BEGIN Material provided
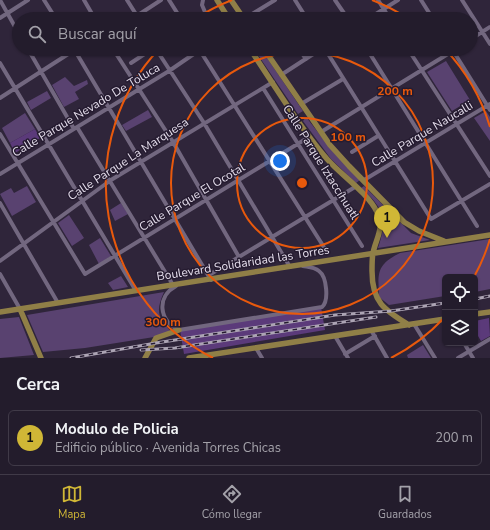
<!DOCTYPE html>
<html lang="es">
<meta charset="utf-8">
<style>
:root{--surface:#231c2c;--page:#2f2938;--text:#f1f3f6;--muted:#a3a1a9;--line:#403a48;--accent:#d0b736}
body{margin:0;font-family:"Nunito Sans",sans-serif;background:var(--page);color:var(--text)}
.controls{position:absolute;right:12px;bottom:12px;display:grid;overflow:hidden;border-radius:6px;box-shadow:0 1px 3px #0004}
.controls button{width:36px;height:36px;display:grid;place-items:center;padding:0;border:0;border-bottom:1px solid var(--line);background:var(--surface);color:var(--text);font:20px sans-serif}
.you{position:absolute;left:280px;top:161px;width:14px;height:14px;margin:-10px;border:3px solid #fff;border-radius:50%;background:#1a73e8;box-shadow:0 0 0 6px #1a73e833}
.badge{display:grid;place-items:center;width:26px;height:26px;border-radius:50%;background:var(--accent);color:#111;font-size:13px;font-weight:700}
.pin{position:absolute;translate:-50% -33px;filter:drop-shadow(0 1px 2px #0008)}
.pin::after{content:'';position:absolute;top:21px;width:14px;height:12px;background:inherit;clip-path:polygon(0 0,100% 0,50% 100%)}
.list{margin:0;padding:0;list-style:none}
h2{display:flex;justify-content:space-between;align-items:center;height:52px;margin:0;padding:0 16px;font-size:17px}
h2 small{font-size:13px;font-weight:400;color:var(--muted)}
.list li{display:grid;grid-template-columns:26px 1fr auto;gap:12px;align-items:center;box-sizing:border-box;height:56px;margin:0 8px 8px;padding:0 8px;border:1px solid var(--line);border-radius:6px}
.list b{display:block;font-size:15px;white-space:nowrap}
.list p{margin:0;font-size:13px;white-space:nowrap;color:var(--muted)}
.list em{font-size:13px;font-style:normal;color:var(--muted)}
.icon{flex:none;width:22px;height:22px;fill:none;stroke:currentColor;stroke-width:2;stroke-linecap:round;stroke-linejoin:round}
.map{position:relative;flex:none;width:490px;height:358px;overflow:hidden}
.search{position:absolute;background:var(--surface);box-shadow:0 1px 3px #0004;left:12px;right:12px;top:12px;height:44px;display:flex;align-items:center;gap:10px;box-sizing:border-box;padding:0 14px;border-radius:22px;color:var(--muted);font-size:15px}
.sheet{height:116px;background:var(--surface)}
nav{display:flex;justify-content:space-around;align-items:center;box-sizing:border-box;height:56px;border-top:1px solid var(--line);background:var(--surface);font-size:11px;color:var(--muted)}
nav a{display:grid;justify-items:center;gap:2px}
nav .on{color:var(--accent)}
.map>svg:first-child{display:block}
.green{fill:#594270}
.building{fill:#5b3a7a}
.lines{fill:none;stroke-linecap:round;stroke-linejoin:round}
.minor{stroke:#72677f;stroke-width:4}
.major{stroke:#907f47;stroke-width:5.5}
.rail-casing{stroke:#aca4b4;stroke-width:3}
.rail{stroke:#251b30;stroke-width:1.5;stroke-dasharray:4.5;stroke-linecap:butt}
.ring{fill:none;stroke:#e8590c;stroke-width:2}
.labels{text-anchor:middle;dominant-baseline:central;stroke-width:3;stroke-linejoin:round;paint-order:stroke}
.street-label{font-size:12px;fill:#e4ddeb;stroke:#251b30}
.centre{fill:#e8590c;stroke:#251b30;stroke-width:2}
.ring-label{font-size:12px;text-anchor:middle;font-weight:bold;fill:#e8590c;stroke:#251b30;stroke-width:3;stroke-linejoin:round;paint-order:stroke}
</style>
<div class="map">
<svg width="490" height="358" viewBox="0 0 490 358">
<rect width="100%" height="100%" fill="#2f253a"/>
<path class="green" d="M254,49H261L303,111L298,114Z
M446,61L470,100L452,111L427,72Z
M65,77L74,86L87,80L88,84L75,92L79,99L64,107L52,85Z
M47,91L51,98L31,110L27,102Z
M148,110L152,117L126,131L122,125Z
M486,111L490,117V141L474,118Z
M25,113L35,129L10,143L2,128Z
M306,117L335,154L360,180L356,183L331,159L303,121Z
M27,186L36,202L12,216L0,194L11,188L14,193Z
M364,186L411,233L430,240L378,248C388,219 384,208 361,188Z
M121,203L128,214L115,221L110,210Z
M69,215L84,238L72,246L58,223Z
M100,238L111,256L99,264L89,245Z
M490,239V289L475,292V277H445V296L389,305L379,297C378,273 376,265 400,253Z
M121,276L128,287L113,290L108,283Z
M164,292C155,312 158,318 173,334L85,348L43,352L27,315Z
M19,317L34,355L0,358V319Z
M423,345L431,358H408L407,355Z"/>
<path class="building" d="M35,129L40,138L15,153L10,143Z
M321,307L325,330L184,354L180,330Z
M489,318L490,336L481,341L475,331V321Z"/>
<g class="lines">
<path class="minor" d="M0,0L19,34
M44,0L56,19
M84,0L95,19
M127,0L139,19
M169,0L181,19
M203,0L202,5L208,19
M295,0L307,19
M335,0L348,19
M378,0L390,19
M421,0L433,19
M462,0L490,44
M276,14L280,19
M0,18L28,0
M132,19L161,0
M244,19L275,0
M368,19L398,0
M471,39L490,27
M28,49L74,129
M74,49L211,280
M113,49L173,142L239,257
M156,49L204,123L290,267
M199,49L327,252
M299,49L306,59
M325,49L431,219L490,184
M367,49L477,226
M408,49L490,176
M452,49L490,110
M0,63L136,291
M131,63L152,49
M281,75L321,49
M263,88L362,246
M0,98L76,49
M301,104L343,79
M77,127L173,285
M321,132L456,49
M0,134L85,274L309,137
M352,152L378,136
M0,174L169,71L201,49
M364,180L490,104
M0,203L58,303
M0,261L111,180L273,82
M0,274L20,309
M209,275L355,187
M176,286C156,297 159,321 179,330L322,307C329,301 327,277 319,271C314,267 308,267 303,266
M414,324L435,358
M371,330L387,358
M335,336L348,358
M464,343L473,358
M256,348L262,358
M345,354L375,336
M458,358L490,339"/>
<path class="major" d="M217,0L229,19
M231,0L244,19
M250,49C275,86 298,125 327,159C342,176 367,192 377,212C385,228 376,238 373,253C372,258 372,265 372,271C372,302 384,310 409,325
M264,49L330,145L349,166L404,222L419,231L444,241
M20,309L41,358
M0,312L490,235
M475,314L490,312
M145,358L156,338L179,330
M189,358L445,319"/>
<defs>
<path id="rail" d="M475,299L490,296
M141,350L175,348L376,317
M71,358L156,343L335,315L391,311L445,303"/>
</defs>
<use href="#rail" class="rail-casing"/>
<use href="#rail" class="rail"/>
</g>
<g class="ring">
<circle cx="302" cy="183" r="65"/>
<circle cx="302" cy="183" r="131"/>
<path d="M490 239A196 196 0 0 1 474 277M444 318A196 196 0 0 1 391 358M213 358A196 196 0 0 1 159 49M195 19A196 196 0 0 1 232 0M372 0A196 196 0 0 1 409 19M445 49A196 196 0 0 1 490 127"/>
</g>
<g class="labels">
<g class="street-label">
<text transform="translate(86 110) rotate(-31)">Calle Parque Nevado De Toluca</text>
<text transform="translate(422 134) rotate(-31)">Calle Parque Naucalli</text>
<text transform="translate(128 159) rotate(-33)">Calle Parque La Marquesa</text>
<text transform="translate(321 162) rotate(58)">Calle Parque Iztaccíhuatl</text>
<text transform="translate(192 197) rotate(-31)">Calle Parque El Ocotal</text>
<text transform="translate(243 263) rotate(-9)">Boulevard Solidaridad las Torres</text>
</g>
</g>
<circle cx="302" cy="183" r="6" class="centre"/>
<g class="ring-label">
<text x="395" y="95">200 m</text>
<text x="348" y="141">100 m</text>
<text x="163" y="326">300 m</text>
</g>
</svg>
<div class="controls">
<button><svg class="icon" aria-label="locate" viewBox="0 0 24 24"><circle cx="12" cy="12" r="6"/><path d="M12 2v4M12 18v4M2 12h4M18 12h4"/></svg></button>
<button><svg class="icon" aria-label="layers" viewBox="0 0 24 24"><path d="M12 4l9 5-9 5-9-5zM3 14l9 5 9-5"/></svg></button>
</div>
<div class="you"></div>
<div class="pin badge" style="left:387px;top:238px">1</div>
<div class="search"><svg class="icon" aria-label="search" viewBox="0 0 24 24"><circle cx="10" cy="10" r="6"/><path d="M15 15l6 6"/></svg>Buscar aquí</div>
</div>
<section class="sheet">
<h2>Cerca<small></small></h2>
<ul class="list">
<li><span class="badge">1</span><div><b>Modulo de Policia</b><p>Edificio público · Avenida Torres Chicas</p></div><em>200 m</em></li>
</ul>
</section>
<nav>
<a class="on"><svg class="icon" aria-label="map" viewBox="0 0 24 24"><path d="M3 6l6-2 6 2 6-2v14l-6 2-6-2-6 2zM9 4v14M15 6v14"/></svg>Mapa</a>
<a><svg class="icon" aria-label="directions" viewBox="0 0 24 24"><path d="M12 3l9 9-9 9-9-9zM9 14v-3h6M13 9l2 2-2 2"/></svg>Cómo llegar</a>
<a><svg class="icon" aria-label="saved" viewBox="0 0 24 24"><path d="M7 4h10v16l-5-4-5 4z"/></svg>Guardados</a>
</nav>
END Material provided
> What to work on: With "nowrap" as the search string, filter the records and return each line that has it.

> Exercise solution:
.list b{display:block;font-size:15px;white-space:nowrap}
.list p{margin:0;font-size:13px;white-space:nowrap;color:var(--muted)}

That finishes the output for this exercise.